The PIMA gives authority to MOSF to administer control of many SOEs, mainly focusing on administrative and human resource management. However, there is no singular government entity that exercises ownership rights over SOEs. SOEs subject to PIMA are required to report to a line minister; the President or line ministers appoint senior government officials or politically-affiliated individuals as CEOs or directors. SOEs are explicitly obligated to consult with government officials on their budget, compensation, and key management decisions (e.g., pricing policy for energy and public utilities). For other issues, the government officials informally require the SOEs to either consult with them before making decisions or report ex post facto.

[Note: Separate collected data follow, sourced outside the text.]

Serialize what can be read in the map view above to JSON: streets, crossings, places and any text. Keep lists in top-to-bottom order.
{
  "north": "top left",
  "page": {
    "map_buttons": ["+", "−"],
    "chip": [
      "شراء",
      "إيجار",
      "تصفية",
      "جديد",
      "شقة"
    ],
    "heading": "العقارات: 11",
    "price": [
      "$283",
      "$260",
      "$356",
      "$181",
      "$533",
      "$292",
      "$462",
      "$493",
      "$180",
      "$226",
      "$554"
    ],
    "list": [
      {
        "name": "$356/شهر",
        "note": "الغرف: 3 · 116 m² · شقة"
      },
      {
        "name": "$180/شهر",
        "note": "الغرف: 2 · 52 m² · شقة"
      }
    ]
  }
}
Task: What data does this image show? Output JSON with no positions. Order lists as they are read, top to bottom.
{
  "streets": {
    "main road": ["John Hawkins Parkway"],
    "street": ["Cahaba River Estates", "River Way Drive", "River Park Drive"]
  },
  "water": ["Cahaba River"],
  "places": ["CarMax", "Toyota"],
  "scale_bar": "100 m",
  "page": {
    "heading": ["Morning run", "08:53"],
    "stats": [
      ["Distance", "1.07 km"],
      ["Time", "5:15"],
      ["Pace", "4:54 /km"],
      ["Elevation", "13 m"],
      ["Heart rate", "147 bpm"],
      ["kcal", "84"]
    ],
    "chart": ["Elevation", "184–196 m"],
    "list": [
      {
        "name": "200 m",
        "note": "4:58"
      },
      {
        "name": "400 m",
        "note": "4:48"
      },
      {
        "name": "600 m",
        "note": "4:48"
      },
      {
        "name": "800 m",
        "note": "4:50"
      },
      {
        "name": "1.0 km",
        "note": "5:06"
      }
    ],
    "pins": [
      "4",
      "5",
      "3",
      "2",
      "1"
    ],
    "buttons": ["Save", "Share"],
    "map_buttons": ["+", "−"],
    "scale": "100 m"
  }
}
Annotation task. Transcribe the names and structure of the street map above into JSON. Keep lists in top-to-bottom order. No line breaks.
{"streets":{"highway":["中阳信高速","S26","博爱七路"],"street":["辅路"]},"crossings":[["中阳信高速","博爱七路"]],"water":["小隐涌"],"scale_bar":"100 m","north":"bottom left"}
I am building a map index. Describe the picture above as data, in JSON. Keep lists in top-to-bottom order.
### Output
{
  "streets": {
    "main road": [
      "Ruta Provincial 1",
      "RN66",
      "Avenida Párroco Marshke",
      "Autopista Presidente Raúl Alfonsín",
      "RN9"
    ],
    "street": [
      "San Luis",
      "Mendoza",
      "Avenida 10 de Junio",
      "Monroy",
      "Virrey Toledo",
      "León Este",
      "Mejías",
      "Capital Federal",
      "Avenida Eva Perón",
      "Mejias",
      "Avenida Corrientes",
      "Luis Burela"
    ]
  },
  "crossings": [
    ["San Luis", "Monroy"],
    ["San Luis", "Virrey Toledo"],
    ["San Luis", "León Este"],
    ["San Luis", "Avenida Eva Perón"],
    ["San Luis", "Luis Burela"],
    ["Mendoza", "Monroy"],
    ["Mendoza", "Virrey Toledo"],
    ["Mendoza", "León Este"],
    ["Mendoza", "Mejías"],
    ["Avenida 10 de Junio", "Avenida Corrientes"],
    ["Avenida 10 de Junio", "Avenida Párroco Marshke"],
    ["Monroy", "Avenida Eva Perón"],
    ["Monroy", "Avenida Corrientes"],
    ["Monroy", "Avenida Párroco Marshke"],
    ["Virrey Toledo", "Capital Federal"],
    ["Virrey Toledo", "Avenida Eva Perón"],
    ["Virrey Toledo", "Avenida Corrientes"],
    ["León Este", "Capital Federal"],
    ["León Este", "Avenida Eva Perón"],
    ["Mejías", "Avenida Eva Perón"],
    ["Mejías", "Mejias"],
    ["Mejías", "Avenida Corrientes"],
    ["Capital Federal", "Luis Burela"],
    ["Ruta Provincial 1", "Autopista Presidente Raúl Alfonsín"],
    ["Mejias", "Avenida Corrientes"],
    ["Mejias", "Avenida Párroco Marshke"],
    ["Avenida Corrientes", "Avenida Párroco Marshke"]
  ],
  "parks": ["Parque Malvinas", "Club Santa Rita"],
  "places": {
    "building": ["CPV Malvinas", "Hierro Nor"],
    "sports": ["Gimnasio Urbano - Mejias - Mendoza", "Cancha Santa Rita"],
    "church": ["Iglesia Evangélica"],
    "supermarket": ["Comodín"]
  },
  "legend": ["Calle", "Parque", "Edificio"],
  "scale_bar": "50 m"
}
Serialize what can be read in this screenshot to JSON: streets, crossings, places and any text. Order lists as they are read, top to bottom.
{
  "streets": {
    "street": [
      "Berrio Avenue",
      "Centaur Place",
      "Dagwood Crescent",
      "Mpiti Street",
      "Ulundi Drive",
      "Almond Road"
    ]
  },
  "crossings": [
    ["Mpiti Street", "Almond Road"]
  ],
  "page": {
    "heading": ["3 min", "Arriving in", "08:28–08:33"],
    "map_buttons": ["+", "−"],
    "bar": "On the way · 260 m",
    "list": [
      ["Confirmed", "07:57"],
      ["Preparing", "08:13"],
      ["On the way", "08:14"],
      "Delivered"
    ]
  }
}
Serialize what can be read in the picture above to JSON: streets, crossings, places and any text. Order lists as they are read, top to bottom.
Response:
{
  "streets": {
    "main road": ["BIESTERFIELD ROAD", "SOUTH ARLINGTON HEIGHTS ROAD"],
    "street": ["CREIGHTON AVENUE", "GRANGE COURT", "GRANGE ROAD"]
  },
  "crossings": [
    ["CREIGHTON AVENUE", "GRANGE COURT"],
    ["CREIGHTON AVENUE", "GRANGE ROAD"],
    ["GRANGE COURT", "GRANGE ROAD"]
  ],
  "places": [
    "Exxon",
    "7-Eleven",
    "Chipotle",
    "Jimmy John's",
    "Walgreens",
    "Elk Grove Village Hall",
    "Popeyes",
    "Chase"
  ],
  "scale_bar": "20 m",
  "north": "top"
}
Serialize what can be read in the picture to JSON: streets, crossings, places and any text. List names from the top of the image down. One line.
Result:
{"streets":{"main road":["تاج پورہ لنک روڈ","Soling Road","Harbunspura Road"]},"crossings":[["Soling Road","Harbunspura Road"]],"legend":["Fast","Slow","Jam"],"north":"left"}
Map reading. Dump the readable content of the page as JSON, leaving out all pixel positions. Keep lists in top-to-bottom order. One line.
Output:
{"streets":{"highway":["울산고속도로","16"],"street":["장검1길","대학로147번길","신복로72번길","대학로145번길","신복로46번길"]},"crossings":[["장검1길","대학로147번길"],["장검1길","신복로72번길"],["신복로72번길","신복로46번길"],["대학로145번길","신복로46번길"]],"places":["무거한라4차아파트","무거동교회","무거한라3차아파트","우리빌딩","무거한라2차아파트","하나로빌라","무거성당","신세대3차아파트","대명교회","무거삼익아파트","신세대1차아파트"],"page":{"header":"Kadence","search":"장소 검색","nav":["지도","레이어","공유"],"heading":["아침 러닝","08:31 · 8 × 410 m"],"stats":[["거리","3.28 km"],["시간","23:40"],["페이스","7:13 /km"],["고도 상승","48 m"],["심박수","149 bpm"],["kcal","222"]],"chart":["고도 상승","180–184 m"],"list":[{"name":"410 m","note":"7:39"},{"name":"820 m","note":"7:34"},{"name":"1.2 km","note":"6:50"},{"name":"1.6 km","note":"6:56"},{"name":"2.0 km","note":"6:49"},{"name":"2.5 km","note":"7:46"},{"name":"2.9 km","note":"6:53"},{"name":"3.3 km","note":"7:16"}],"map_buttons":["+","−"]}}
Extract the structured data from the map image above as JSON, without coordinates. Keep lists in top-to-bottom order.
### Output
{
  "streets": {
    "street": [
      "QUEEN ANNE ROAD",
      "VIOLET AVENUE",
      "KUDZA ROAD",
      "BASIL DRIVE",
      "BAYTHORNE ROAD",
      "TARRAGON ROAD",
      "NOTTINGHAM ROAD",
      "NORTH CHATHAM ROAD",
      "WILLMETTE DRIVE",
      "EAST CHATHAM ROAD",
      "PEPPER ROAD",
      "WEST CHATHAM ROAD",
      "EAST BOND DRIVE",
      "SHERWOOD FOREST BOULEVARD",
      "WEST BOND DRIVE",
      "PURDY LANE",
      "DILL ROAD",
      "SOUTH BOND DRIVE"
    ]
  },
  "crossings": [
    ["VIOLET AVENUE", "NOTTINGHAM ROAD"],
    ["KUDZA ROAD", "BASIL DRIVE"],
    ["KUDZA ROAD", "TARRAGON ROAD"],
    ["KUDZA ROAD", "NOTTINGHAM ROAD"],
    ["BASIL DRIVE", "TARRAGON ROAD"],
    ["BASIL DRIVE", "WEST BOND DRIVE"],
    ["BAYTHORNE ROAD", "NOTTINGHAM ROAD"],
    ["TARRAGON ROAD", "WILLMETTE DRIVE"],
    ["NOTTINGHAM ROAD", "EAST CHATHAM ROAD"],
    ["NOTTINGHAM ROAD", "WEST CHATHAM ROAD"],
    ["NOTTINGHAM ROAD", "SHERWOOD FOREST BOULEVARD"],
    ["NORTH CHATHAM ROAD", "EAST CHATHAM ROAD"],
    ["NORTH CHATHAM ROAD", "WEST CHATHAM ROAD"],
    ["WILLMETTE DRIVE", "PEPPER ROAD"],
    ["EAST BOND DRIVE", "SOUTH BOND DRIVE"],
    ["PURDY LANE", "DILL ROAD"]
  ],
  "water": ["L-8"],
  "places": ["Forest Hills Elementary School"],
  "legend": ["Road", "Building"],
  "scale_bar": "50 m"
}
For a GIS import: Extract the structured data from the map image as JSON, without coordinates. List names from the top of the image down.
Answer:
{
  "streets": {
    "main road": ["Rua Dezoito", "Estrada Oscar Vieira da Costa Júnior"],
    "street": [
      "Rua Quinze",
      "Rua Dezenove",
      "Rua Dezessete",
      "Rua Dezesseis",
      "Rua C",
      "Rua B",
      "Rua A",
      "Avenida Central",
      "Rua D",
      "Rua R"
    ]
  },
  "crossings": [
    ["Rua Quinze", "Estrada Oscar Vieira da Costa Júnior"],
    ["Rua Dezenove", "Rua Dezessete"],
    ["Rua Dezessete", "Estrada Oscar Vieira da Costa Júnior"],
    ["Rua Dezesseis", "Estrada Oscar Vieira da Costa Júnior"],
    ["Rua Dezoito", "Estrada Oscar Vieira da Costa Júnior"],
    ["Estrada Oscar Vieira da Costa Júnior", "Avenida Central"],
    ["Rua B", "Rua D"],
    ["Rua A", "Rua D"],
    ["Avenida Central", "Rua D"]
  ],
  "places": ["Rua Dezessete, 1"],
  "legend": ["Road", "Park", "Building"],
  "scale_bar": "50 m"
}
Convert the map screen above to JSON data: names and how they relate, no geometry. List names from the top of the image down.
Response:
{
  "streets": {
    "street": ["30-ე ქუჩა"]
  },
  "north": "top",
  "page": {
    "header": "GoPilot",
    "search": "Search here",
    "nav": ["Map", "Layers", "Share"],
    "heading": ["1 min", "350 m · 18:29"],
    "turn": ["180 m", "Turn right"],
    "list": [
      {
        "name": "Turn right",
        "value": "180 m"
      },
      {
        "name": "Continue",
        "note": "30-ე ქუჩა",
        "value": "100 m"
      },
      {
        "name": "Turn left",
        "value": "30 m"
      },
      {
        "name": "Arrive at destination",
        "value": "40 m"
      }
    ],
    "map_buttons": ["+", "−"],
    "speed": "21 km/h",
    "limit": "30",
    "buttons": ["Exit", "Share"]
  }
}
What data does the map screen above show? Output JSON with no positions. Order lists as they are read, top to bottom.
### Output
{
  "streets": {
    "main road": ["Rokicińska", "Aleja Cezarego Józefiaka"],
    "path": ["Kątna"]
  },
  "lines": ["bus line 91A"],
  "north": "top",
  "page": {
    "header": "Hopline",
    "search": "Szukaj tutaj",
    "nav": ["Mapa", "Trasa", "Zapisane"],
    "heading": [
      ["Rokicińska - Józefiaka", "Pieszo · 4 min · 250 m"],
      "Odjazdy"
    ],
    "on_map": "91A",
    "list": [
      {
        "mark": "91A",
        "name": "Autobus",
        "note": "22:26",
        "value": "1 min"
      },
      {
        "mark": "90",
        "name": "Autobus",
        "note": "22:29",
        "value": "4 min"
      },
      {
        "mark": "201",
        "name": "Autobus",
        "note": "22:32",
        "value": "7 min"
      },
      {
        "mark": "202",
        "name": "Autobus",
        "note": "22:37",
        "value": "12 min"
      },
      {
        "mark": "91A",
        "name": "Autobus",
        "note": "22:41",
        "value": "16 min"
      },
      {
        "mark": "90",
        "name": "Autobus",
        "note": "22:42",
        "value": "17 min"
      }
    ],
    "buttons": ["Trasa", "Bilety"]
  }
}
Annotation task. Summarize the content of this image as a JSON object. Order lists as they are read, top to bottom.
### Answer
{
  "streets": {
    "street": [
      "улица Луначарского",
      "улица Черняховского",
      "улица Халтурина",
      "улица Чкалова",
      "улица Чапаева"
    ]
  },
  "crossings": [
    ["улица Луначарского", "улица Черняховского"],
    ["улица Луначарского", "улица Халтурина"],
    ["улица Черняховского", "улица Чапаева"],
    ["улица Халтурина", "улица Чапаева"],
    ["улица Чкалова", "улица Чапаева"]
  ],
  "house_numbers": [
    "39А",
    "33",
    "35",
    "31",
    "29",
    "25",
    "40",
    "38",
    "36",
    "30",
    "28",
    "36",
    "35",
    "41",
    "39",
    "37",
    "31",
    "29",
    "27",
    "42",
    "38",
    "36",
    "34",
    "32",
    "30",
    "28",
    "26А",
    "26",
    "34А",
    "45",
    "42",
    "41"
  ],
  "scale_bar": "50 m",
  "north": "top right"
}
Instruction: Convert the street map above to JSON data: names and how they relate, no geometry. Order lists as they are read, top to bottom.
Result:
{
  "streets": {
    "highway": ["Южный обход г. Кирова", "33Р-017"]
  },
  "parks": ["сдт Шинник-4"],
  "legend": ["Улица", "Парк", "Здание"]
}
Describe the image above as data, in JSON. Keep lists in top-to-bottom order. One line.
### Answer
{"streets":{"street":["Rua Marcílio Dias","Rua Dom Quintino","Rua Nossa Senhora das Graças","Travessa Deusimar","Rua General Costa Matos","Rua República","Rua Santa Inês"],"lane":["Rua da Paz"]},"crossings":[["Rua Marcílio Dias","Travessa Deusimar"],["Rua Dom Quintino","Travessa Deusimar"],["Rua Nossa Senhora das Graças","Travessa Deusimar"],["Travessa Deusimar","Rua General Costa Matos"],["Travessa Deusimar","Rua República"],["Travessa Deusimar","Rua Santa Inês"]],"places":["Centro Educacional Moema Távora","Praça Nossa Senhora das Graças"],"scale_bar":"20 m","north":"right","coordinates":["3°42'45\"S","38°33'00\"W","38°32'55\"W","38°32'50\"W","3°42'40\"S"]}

Market analysts generally regard SOEs as a part of the government or entities fully guaranteed by the government, with some exceptions: SOEs listed on local security markets, such as the Industrial Bank of Korea and Korea Electric Power Corporation, are regarded as semi-private firms. The ROK adheres to the OECD Guidelines for Multinational Enterprises and reports significant changes in the regulatory framework for SOEs to the OECD. A list of South Korean SOEs is available at the following Korean-language website: .
The ROK government announced that it would not give any non-market based advantages to SOEs competing in the domestic market, but the U.S. Embassy in Seoul has noted that the state-owned Korea Development Bank enjoys lower financing costs because of the government’s guarantee. This does not appear to have a major effect on the U.S. retail banking sector.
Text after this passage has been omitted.